Le Maroc consolide son modèle de résilience face aux catastrophes: une leçon pour l'Afrique
Alors que l'Afrique fait face à des défis climatiques croissants, le Maroc se distingue par une transformation remarquable de sa gestion des crises. En une décennie, le royaume chérifien est passé d'une logique réactive à une approche structurée qui place l'anticipation au cœur de sa stratégie nationale.
Une évolution stratégique sous supervision royale
Selon le Dr El Mostafa Rezrazi, expert en gestion des crises au Policy Center for the New South, cette transformation s'inscrit dans une vision souveraine. "La gestion des catastrophes au Maroc n'est plus une simple question technique, elle relève désormais d'une vision stratégique encadrée par des orientations royales", explique-t-il dans un entretien au quotidien Al Ahdath Al Maghribia.
Cette approche place la protection des vies, la stabilité sociale et la continuité de l'État au centre des priorités nationales.

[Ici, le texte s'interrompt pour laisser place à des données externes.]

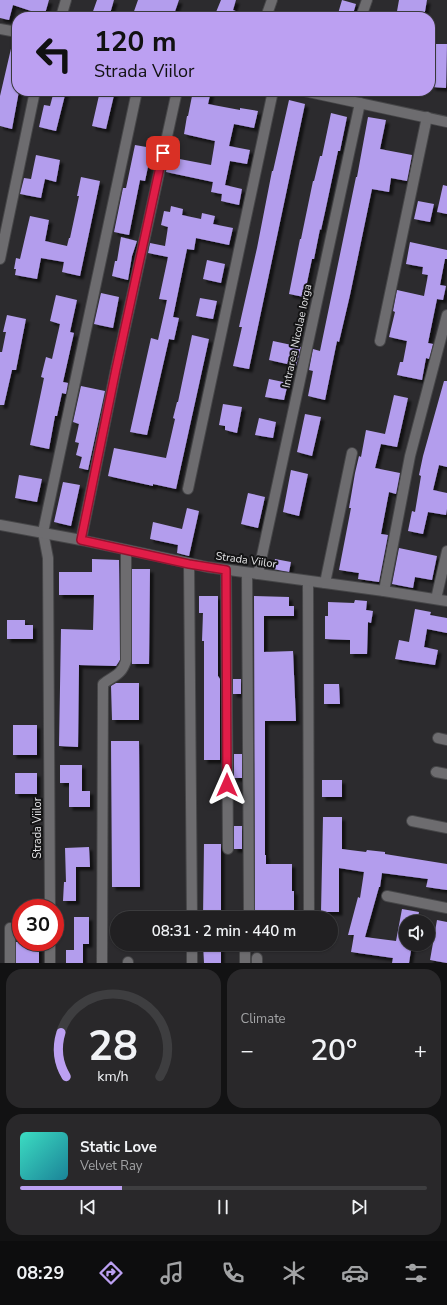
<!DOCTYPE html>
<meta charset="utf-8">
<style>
body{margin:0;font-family:"Nunito Sans",sans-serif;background:#29282a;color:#f1f3f6;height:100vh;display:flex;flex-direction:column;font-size:15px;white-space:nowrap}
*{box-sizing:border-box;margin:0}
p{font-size:13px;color:#a2a3a5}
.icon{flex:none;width:22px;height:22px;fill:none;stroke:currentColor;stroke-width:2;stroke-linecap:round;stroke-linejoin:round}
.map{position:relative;height:963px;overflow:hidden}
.panel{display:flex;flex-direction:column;gap:6px;padding:6px;background:#121213;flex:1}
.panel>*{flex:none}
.guide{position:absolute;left:12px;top:12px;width:423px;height:84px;border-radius:16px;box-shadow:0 1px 3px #0004,0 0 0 1px #3e3e40;background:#bca0f2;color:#111;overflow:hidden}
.fabs{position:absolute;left:399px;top:915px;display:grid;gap:8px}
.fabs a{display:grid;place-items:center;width:36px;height:36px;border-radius:50%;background:#212022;box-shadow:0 1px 3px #0004,0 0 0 1px #3e3e40;font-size:20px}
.speed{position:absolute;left:12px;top:899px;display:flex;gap:8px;font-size:20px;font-weight:700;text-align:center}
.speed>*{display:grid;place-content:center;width:52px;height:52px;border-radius:50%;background:#212022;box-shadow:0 1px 3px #0004,0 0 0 1px #3e3e40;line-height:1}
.speed .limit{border:6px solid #d22;background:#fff;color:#111}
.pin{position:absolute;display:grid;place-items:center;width:34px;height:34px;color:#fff;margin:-17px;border-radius:8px;box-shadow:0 2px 6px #0006}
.me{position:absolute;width:44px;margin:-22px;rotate:0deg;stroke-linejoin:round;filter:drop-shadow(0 0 3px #0008)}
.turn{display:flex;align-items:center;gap:14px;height:84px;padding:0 16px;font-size:18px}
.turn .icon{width:52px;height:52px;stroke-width:2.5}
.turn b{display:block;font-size:28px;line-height:34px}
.big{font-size:30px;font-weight:600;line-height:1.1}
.panel .tile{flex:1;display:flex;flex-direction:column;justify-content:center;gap:6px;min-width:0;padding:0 14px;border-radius:16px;background:#29282a}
.panel .dial{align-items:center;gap:0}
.dial svg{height:104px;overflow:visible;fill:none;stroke:#3e3e40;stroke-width:7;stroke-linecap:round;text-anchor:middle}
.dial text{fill:#f1f3f6;stroke:none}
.song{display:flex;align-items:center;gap:12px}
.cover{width:48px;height:48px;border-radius:6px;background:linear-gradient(135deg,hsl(170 70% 55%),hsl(190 70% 35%))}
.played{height:4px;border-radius:2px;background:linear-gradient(90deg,#bca0f2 25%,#3e3e40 25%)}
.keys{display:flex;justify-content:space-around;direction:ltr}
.heat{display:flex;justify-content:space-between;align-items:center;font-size:22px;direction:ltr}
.panel .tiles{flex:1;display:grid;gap:6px;grid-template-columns:1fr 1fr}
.tile:last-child{grid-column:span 2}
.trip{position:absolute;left:110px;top:911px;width:228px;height:40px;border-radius:20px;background:#212022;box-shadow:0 1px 3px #0004,0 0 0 1px #3e3e40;font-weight:600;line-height:40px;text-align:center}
.menu{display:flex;height:64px;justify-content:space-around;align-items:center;background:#0d0d0e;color:#a2a3a5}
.menu .icon{width:28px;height:28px}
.menu .current{color:#bca0f2}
.menu b{font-size:18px;color:#f1f3f6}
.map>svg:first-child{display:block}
.building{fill:#b39ded;filter:url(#shadow)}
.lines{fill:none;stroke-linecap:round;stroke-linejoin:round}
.street-casing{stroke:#464648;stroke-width:12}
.secondary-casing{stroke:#464648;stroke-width:12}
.street{stroke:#6d6c6f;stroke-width:10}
.secondary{stroke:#6d6c6f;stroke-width:10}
.route-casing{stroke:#92132f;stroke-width:10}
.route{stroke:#e11d48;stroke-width:7}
.labels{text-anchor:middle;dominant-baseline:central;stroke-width:4;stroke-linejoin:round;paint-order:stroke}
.street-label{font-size:11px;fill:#e3e3e5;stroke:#141415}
</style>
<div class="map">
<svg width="447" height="963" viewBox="0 0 447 963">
<defs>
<filter id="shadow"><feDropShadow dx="3.5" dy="3.5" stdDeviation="1" flood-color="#0009"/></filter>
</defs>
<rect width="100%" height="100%" fill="#2c2b2e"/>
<path class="building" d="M0,0H49L44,17H29L31,11L13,5L9,20L0,18Z
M97,0H114L109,17H91Z
M138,0H179L173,17H132Z
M221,0H236L233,10L250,17H214Z
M342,0L356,4L352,17H337Z
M399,0H427L424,17H396Z
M13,40L17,41V91H19L12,129L0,126V96Z
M433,44H447L446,88L432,87Z
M54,91H66L56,131L39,127L44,105L50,106Z
M100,91H115L106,129L92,126Z
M193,91H211L208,104L240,110V108L258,111L254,128L234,124L229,146L250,150L247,164L230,161L225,185L242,189L239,205L221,201L222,194L211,192L213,182L166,172L169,157L211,165L215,141L184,134L187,116H188Z
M289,100L305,104L249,369L233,366L242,327H239L244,305L257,248L272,171H273Z
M331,113L347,117L340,151H338L325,212L321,230L320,229L314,259H312L304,297L289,294L300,239H301L313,181H314L320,156H322Z
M368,117L386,120L380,149L412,155L407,181L391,178L389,192L372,189L350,295L339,342L337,341L325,400L308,396L313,371L309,370L313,349L320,351L356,177H357Z
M135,145L152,148L145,181L140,180L129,235L114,232L123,188H126Z
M36,155L60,160L56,182L45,179L41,198L20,194L24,178L31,179Z
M81,177L100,181L80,276L62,272L64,262L41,258L37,279L15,275L16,269H14L16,258L20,259L30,216L49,220L45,241L67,246L69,238H70L79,196H77Z
M443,185L447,186V214L437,212Z
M418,201L434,204L430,222L414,219Z
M171,206L183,209L182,215L201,219L202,213L215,216L213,224L233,228L229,245L196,238L194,250L187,249L173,317L179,318L174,340L169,339L147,435L130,432L151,338L158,340L167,300L159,299L168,257L148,253L150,243L165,246L168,227L161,225L164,211L170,212Z
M121,237L137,241L132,256L128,280L112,276L115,261H117Z
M410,242L447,250V259H445L440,285L446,286L443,300L437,299L428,343L433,344L429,359L426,358L422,380L397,375L400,362H403L407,341L389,337L395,312L393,311L397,290L424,296L428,275L422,274L423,267L406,264Z
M207,260L225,264L221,283L203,279Z
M101,293L119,297L113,328L94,324Z
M56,295L77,300L70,332L74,333L63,382L68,383L66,394L62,393L57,416H55L49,449L30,445L44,378L41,377L46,357L52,359L60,324L50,321Z
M200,298L217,301L213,319L196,316Z
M7,315L26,319L16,370H12L4,405H0V352H2L6,332H3Z
M192,335L209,339L176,489L153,484V486L108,476L114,448L166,458L175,419L173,418L177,402H178Z
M273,341L301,347L296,366L269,360Z
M269,379L288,383L284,400L265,397Z
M444,381H447V467L439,465L433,490L447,493V509L446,515L428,512L423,534L408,531L412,511L415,512L421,476L419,475L423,456Z
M81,386L105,391L88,470L79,468L82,457L76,455L79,443L75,442L79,424L73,422Z
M394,395L408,398L397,447L381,444L375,468L400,473L396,494L389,492L381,534L388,535L379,582L358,579L359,573L339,570L351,508H349L355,473L359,456L361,457L366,430L385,434Z
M223,404L242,407L237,433L225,430V426L219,425Z
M305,414L321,417L312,456L297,452Z
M259,418L276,422L273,438L255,435Z
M291,470L308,474L299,516L283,512Z
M19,475L42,479L37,502L15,498Z
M63,482L80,485L71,526L54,522Z
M248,493L265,497L258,528L241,524Z
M187,508L199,511L189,556L177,553L178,545L150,539L153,522L182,529Z
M399,548L437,556L432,580L415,577L413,588L392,584Z
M92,559L119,560L120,660L116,666L79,665L78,747L59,746L61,629L93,630L94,595H59V572H92Z
M275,559L291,562L289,572L273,569Z
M132,569H150L149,664H132Z
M199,596H218V676L220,679V760H204V641H202L203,613H199Z
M254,596L289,597V606H294V616H264V652L293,651L296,721H265V855H266V864H292V891H294V918H275V916H255Z
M355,600L367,601L366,610L373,611L371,623L368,622L367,654H350V640L325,639V616H328V602L354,603Z
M415,609L431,612L430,615L447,618V633L427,629L424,647L438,650L435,665L395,659L399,640L409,642Z
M7,620H25V625H33V639H7Z
M233,679H241V694H233Z
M116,683H139V720H112L111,686Z
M324,684H339L340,704H324Z
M13,725H37V755H13Z
M111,741H139L140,887H112Z
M234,754H242V778H234Z
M60,765H82V791H90V807H69V783H60Z
M15,773H37V794H15Z
M322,780H342V797H322Z
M323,817H342V849L366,852L367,850L385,852V854L447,864V890L426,887L428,879L382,873L380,887H379L365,937L396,941L402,909L419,912L417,922H406V944H412L409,963H392L393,958L351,952L354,935H348L358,897L360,898L364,872L339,868V912H321Z
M234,826H242V849H234Z
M204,844H221V918H203Z
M89,847L90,867H76V901H63L64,882H66L65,848Z
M74,917H89V944H83V963H66V950H74Z
M437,920L447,922V963L430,960Z
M16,942H39V963H16Z
M203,944H221V963H204Z"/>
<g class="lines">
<defs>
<path id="street" d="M61,17L66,0
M266,17L272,0
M361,17L367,0
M0,259L35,91
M380,341L427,117
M188,489L273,91
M81,540L116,369L177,91
M189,564L192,918
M226,570L228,849
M247,573L249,913
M258,574L360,103
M308,581L309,918
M325,583L352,453
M384,591L410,456L447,315
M436,599L447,551
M438,738L447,740
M436,772L447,774
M412,821L447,828
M387,896L447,908
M50,908L48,558L43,532L137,91
M10,928V963
M50,942V963
M192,944V963
M245,945V963
M102,963L103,684C114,675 121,676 126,661V550
M128,963V962
M257,963V958"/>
<path id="secondary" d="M0,29L17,32
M304,91L447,122
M0,525L81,540L207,567L384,591L447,601"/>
</defs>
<use href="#street" class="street-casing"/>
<use href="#secondary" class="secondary-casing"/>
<use href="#street" class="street"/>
<use href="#secondary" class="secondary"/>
</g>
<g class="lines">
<defs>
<path id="route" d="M163,153L116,369L81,540L189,564L226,570L227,785"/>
</defs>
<use href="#route" class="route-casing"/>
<use href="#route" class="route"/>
</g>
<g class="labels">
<g class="street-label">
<text transform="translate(297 336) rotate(-78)">Intrarea Nicolae Iorga</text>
<text transform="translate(246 560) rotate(8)">Strada Viilor</text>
<text transform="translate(37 828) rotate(-90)">Strada Viilor</text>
</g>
</g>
</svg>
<div class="fabs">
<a><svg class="icon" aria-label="sound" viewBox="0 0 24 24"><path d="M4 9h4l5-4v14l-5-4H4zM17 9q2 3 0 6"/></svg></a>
</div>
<div class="speed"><div class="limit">30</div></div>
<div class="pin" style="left:163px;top:153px;background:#d93025"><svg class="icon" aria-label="arrive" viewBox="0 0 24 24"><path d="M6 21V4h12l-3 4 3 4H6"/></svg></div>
<svg class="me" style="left:227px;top:785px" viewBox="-20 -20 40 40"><path d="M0-17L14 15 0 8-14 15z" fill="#e11d48" stroke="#fff" stroke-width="4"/></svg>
<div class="trip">08:31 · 2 min · 440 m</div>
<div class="guide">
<div class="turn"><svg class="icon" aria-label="left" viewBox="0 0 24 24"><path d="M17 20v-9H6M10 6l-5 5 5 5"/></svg><div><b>120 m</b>Strada Viilor</div></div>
</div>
</div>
<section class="panel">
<div class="tiles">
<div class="tile dial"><svg viewBox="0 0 100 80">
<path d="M14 69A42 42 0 1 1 86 69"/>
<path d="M14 69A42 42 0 0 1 10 35" stroke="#bca0f2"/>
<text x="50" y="56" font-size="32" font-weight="700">28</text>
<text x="50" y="72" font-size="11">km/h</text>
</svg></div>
<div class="tile"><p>Climate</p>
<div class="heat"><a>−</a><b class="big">20°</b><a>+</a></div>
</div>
<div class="tile">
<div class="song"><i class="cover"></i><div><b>Static Love</b><p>Velvet Ray</p></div></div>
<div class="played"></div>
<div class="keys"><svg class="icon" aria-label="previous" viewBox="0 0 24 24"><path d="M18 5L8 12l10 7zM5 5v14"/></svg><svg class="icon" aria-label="pause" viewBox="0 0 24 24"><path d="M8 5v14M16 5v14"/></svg><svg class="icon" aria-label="next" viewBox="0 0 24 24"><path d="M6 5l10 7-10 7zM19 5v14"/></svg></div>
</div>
</div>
</section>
<nav class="menu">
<b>08:29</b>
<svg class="icon current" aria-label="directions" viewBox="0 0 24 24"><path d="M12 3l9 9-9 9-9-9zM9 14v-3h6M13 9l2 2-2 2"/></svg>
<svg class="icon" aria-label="music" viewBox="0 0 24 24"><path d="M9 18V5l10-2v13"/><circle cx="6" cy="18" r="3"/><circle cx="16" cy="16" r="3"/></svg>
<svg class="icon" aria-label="phone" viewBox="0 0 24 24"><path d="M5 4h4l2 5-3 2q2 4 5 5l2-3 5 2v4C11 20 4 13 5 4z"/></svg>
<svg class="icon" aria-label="climate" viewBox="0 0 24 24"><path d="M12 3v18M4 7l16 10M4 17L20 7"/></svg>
<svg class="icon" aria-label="car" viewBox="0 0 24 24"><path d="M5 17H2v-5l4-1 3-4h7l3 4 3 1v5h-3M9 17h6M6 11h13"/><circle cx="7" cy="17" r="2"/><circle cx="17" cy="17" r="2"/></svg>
<svg class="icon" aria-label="filters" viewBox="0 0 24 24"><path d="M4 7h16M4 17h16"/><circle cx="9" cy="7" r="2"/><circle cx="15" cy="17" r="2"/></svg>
</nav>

Une démarche qui contraste avec les réponses souvent improvisées observées ailleurs sur le continent africain.
Les piliers d'un modèle en construction
L'expérience marocaine révèle plusieurs forces structurantes:
- Rapidité décisionnelle aux niveaux stratégiques
- Coordination territoriale efficace entre le central et le local
- Intervention déterminante de la Protection civile
- Soutien logistique des Forces armées royales lors des crises majeures
Ces éléments ont permis d'éviter que plusieurs crises ne basculent vers des situations d'effondrement, démontrant une maturité institutionnelle remarquable pour un pays du Sud.
L'anticipation, clé de la résilience
Le Dr Rezrazi insiste sur un point crucial: "L'anticipation consiste à se préparer en amont et à réduire la vulnérabilité avant que la catastrophe ne survienne". Cette philosophie intègre la prévention dans l'aménagement territorial, les normes de construction et les exercices de simulation.
Pour les inondations récentes, cette approche anticipatrice s'est traduite par une surveillance préalable grâce aux données météorologiques et hydrologiques, permettant une mobilisation préventive des moyens.
La solidarité populaire, force et défi
L'expert souligne le rôle moteur du tissu social dans la résilience nationale. La solidarité populaire constitue un "capital culturel profond qui renforce la confiance collective". Cependant, il met en garde contre les risques d'initiatives non coordonnées qui peuvent perturber les chaînes logistiques officielles.
Cette dimension sociale de la gestion des crises illustre la spécificité africaine où les liens communautaires restent un atout majeur face aux adversités.
Vers un modèle continental ?
Pour que l'expérience marocaine devienne une référence internationale, le Dr Rezrazi identifie plusieurs conditions:
- Intégration systématique de la prévention dans l'aménagement
- Institutionnalisation de l'évaluation post-crise
- Renforcement des capacités territoriales
- Développement de plateformes unifiées de données sur les risques
- Investissement continu dans la formation et les simulations
"Une expérience devient un modèle lorsque chaque crise contribue à bâtir une résilience structurelle", conclut l'expert. Une leçon précieuse pour les nations africaines confrontées aux défis climatiques croissants.
Cette approche marocaine, alliant vision souveraine et efficacité opérationnelle, mérite l'attention des décideurs africains soucieux de protéger leurs populations tout en préservant la stabilité institutionnelle. Un exemple qui honore la capacité d'innovation du continent face aux défis contemporains.